In contrast, in Israel, a Maariv newspaper poll showed 75 percent of Israelis supporting the offensive and Sharon's approval rating soaring to 59 percent from 35 percent since the operation began.
In an interview with US based CBS Evening News, filmed minutes before a female Palestinian suicide bomber blew herself, Sharon said there would never be peace as long as Yasser Arafat was the leader of the Palestinian people.
Powell failed today to lever a withdrawal-timetable from Israel’s PM Ariel Sharon.
Sharon emerged from the Powell meeting insisting his army’s offensive would continue: “The terrorism of suicide bombers represents a danger for Israel and for the entire free world. Israel is the only democracy in the world in which there are guards in every school and in every kindergarten in order to protect children against Palestinian terrorists,” Sharon said.
Powell said in a Q&A statement: “We understand the need for Israel to defend itself. We understand that Israel is under threat from terrorist attack and we have been supportive. But at the same time, we believe, as a friend of Israel, we have to take note of the long-term strategic consequences of the incursions that are under way, and their effect on the nations in the region and the international climate.”
A meeting had been scheduled for Powell to meet with Palestinian leader Yasser Arafat in his besieged compound in Ramallah – but that meeting was postponed today after news of another suicide bomber had struck in Jerusalem. The United States again demanded the Palestinian Authority denounce the attacks, call for a ceasefire, and demand militant wings inter-related to the Palestinian cause end acts of terrorism.
In Geneva, United Nations Secretary General Koffi Annan said the situation in the West Bank was "so dangerous and the humanitarian and human rights situation so appalling (that) the proposition that a [UN peacemaking] force should be sent in there ... can no longer be deferred."
"It is urgent, it is imperative," Annan said. "That capacity exists in the world today.
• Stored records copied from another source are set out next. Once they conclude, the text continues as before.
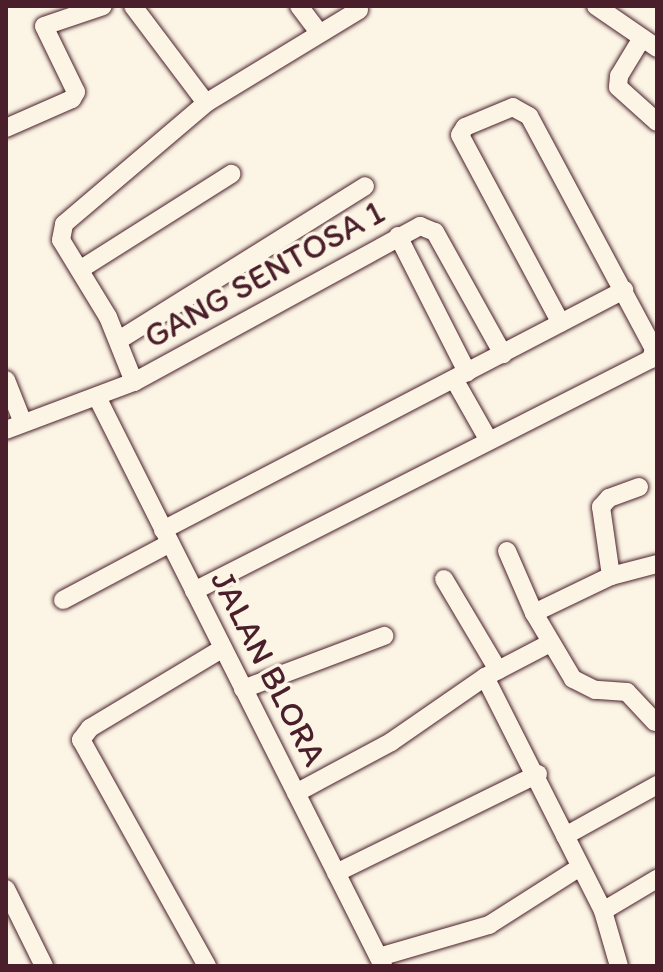 <!DOCTYPE html>
<html>
<head>
<meta charset="utf-8">
<style>
  body { margin:0 }
  #map { position:relative; width:663px; height:972px; overflow:hidden; background:#fcf5e5; font-family:Itim,sans-serif }
  div>[style] { position:absolute }
  .roads { filter:drop-shadow(0 0 2px #4a1f2b) drop-shadow(0 0 2px #4a1f2b) }
  .minor>* { height:18px; margin:-9px; padding:0 9px; transform-origin:9px; border-radius:9px; background:#fcf5e5 }
  span { translate:-50% -50%; white-space:nowrap; text-align:center; line-height:1.15; -webkit-text-stroke:7px #fcf5e5; paint-order:stroke }
  .street-label { font-size:34px; color:#4a1f2b }
  .frame { position:absolute; inset:0; border:8px solid #4a1f2b; pointer-events:none }
</style>
</head>
<body>
<div id="map">
  <div class="roads">
    <div class="minor">
      <div style="left:133px;top:6px;width:121px;rotate:53deg"></div>
      <div style="left:299px;top:6px;width:31px;rotate:53deg"></div>
      <div style="left:596px;top:6px;width:74px;rotate:34.5deg"></div>
      <div style="left:642px;top:38px;width:44px;rotate:121.2deg"></div>
      <div style="left:619px;top:76px;width:11px;rotate:95deg"></div>
      <div style="left:618px;top:87px;width:52px;rotate:41.9deg"></div>
      <div style="left:6px;top:128px;width:72px;rotate:-23.7deg"></div>
      <div style="left:72px;top:99px;width:8px;rotate:-60deg"></div>
      <div style="left:76px;top:92px;width:73px;rotate:-115.9deg"></div>
      <div style="left:44px;top:26px;width:62px;rotate:-18.7deg"></div>
      <div style="left:398px;top:236px;width:153px;rotate:63.1deg"></div>
      <div style="left:81px;top:269px;width:178px;rotate:-32.3deg"></div>
      <div style="left:119px;top:340px;width:290px;rotate:-32deg"></div>
      <div style="left:454px;top:379px;width:69px;rotate:60.5deg"></div>
      <div style="left:6px;top:380px;width:46px;rotate:68.4deg"></div>
      <div style="left:134px;top:382px;width:70px;rotate:-111.8deg"></div>
      <div style="left:108px;top:317px;width:90px;rotate:-121.4deg"></div>
      <div style="left:61px;top:240px;width:16px;rotate:-79deg"></div>
      <div style="left:64px;top:224px;width:187px;rotate:-40.4deg"></div>
      <div style="left:206px;top:103px;width:179px;rotate:-31.3deg"></div>
      <div style="left:98px;top:399px;width:635px;rotate:63.31deg"></div>
      <div style="left:6px;top:430px;width:137px;rotate:-20.6deg"></div>
      <div style="left:134px;top:382px;width:326px;rotate:-28.6deg"></div>
      <div style="left:420px;top:226px;width:16px;rotate:22deg"></div>
      <div style="left:435px;top:232px;width:140px;rotate:60.9deg"></div>
      <div style="left:163px;top:530px;width:520px;rotate:-27.5deg"></div>
      <div style="left:507px;top:551px;width:68px;rotate:66.5deg"></div>
      <div style="left:611px;top:576px;width:70px;rotate:-98.2deg"></div>
      <div style="left:601px;top:507px;width:12px;rotate:-48deg"></div>
      <div style="left:609px;top:498px;width:32px;rotate:-20deg"></div>
      <div style="left:444px;top:579px;width:106px;rotate:59.3deg"></div>
      <div style="left:194px;top:591px;width:513px;rotate:-26.92deg"></div>
      <div style="left:651px;top:359px;width:10px;rotate:-73deg"></div>
      <div style="left:654px;top:349px;width:264px;rotate:-118.2deg"></div>
      <div style="left:529px;top:116px;width:18px;rotate:-151deg"></div>
      <div style="left:513px;top:107px;width:52px;rotate:157.4deg"></div>
      <div style="left:465px;top:127px;width:9px;rotate:122deg"></div>
      <div style="left:460px;top:135px;width:213px;rotate:61.8deg"></div>
      <div style="left:63px;top:600px;width:121px;rotate:-28deg"></div>
      <div style="left:485px;top:677px;width:262px;rotate:63.2deg"></div>
      <div style="left:603px;top:911px;width:63px;rotate:-30.7deg"></div>
      <div style="left:243px;top:689px;width:151px;rotate:-20.6deg"></div>
      <div style="left:655px;top:722px;width:41px;rotate:-133deg"></div>
      <div style="left:627px;top:692px;width:32px;rotate:-176deg"></div>
      <div style="left:595px;top:690px;width:25px;rotate:-153deg"></div>
      <div style="left:573px;top:679px;width:77px;rotate:-120.6deg"></div>
      <div style="left:534px;top:613px;width:85px;rotate:-25.7deg"></div>
      <div style="left:611px;top:576px;width:48px;rotate:-14.6deg"></div>
      <div style="left:296px;top:793px;width:108px;rotate:-28.2deg"></div>
      <div style="left:391px;top:742px;width:114px;rotate:-34.7deg"></div>
      <div style="left:485px;top:677px;width:73px;rotate:-27.6deg"></div>
      <div style="left:565px;top:836px;width:105px;rotate:-29deg"></div>
      <div style="left:336px;top:873px;width:225px;rotate:-26.1deg"></div>
      <div style="left:6px;top:889px;width:86px;rotate:63.7deg"></div>
      <div style="left:603px;top:911px;width:57px;rotate:73.8deg"></div>
      <div style="left:379px;top:957px;width:115px;rotate:-16.2deg"></div>
      <div style="left:489px;top:925px;width:108px;rotate:-32.5deg"></div>
      <div style="left:207px;top:966px;width:259px;rotate:-119.1deg"></div>
      <div style="left:81px;top:740px;width:15px;rotate:-53deg"></div>
      <div style="left:90px;top:728px;width:155px;rotate:-31deg"></div>
    </div>
  </div>
  <div class="street-label">
    <span style="left:264px;top:274px;rotate:-29deg">GANG SENTOSA 1</span>
    <span style="left:269px;top:668px;rotate:63deg">JALAN BLORA</span>
  </div>
  <div class="frame"></div>
</div>
</body>
</html>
We must now muster the will."
While it would be up
to the Security Council to deploy a U.N. peacekeeping force,
organizing a multinational force would be up to individual
countries. These countries could then go to the Security
Council for a mandate if they chose to. In this case, Annan
was calling for the council to endorse such a force before
any of its key members suggested it.